Elle ajoute que devant le juge des référés la SCP DVV a produit 56 nouvelles factures, qui soit font doublon avec d’autres déjà produites, soit sont nouvelles et ne sont pas visées dans l’assignation en référé, soit enfin sont émises pour la période allant de 2011 à juillet 2013 à l’en-tête de la SCP DVV alors qu’elles concernent manifestement des prestations effectuées par le docteur [J] avant son association avec le docteur [U] lequel a crée son cabinet en 2014.

Elle en déduit qu’il s’agit de fausses factures émises par la SCP DVV.

Elle conteste par conséquent, le fait que la SCP DVV ait imputé ses paiements sur ces factures antérieures au début de son exercice, à hauteur des sommes suivantes :

– 2 773,95 euros pour 2013 (factures datant de 2010 et 2011),

– 1 013,59 euros pour 2014 (facture de 2011 et 2012),

– 3 000,00 euros pour 2015 (factures antérieures à juillet 2013)

soit un total de 6 787,54 euros.

Elle prétend que la SCP DVV ne peut justifier ces imputations par la cession des parts détenues par le Docteur [J] dans la SCP Docteurs Vétérinaires [J] – [U] à la SCP Docteur Vétérinaire [U], alors que les deux entités sont distinctes.

Elle affirme que ces imputations sont d’autant plus injustifiées que le Docteur [J] a attesté avoir encaissé en 2013 et 2014 plusieurs règlements pour un montant total de 2 860,85 euros correspondant à des acomptes sur les sommes dues à son cabinet concernant les années 2010 et 2011, donc antérieures à son association avec le Docteur [U] dans la SCP [J] – [U], et ne lui a pas réclamé d’autres sommes.

Elle conclut que ses paiements imputés à tort sur les années antérieures à l’activité de la SCP DVV, excèdent le montant de la somme qui lui est réclamée laquelle ne serait pas due, s’ils avaient été imputés sur les factures émises par la SCP DVV.

* * * *

De son côté, la SCP DVV maintient sa demande en paiement du solde de 21 factures émises entre le 31 juillet 2013 et le 2 novembre 2015 pour un montant de 5 640,40 euros, se décomposant comme suit :

– année 2013 : 801,95 euros,

– année 2014 : 2 379,77 euros,

– année 2015 : 2 458,68 euros.

Elle indique avoir ventilé les différents paiements effectués par Mme [Y] en reprenant ses propres chiffres, entre les factures sans que cela permette de solder la totalité des factures émises pour chaque année de référence.
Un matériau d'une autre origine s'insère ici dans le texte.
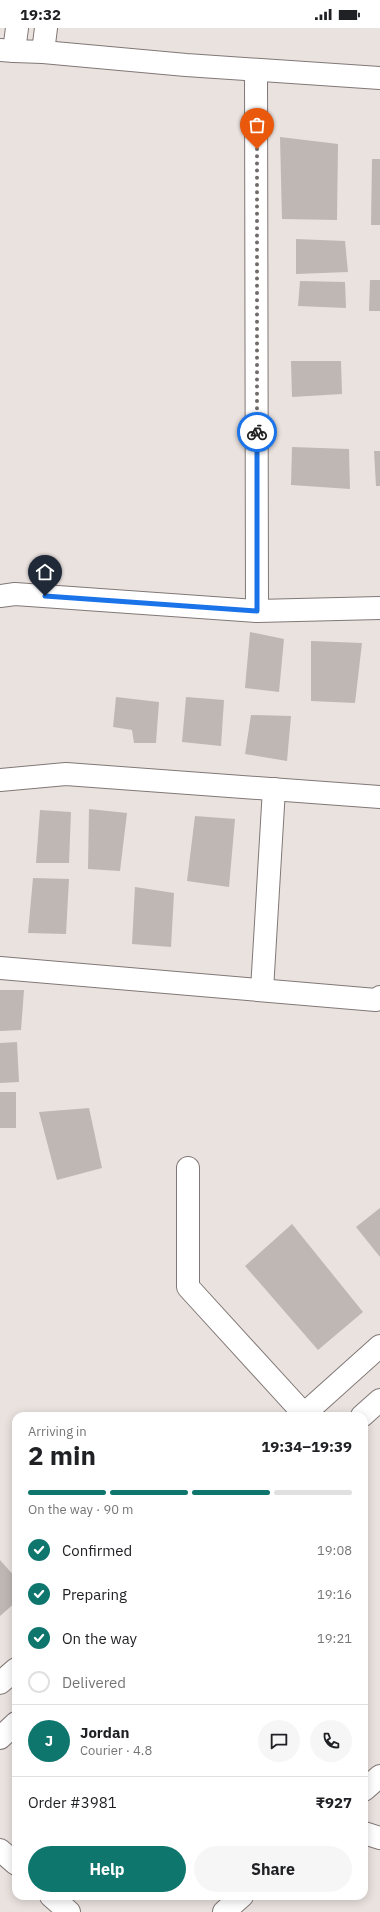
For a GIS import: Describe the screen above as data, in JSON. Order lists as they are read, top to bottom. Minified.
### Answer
{"page":{"status":"19:32","heading":["2 min","Arriving in","19:34–19:39"],"panel":["Jordan","Courier · 4.8","Order #3981","₹927"],"bar":"On the way · 90 m","list":[["Confirmed","19:08"],["Preparing","19:16"],["On the way","19:21"],"Delivered"],"round":"J","buttons":["Help","Share"]}}
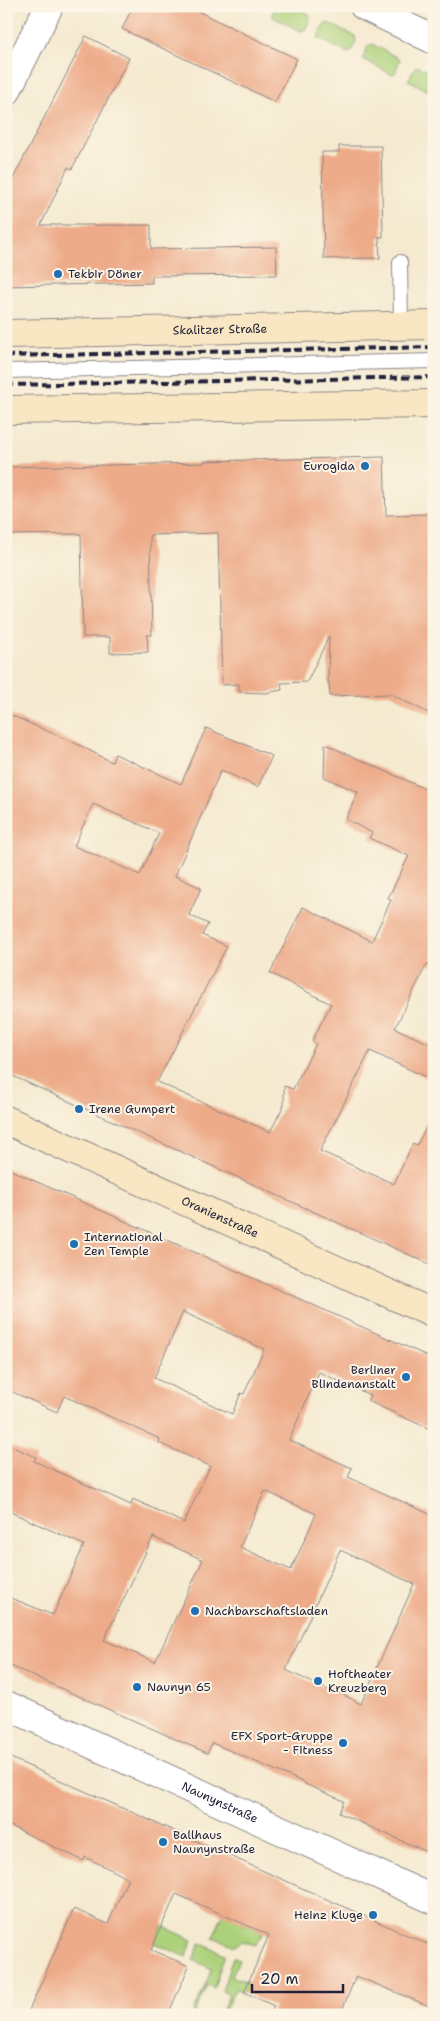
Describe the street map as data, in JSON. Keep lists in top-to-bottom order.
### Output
{
  "streets": {
    "main road": ["Skalitzer Straße", "Oranienstraße"],
    "street": ["Naunynstraße"]
  },
  "places": [
    "Tekbir Döner",
    "Eurogida",
    "Irene Gumpert",
    "International Zen Temple",
    "Berliner Blindenanstalt",
    "Nachbarschaftsladen",
    "Hoftheater Kreuzberg",
    "Naunyn 65",
    "EFX Sport-Gruppe - Fitness",
    "Ballhaus Naunynstraße",
    "Heinz Kluge"
  ],
  "scale_bar": "20 m"
}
Dans la mesure où Mme [Y] payait avec retard ses factures, elle indique avoir imputé ses paiements sur les factures les plus anciennes, conformément à l’article 1342-10 du code civil, et à son souhait tel qu’elle l’a exprimé dans sa reconnaissance de dette, du 29 décembre 2015.

Ainsi, la SCP DVV expose que :

– en 2013, Mme [Y] a réglé 3 721,18 euros, laissant un solde restant dû de 452,52 euros au titre de la facture n°967 du 31 juillet 2011,

– en 2014, Mme [Y] a réglé une somme de 2 188,58 euros, faisant apparaître, un solde dû de 443,91 euros au titre de la facture n°229 du 31 janvier 2013 partiellement réglée à la suite de l’imputation de 160 euros, payés par chèque du 7 août 2014,

– en 2015, Mme [Y] a réglé une somme de 4 761,17 euros, somme qui a été imputée sur les factures émises au cours de cette année et à concurrence de 3 000 euros pour apurer les factures émise entre le 28 février 2013 et le 31 juillet 2013, soit au total 10 625,93 euros.

La SCP DVV maintient que les chèques établis par Mme [Y] à l’exception du chèque du 28 février 2014 de 58,87 euros et du chèque du 14 avril 2014 de 287,90 euros dont l’affectation n’est pas justifiée, ont permis de solder d’autres factures que celles visées dans l’assignation.

La SCP DVV fait en outre valoir que les factures produites en cours de procédure, qui selon Mme [Y] font double emploi, ne font l’objet d’aucune demande en paiement et que leur montant est différent pour chaque facture de celui figurant sur les factures dont il est sollicité le règlement.

La SCP DVV relève par ailleurs s’agissant des factures émises pour les années 2011 à juillet 2013, que le docteur [J] lui a cédé l’intégralité de ses parts, suivant PV de l’AGE du 6 janvier 2014, et que c’est ainsi que la dénomination de la SCP [J] – [U] a été modifiée pour devenir la SCP DVV.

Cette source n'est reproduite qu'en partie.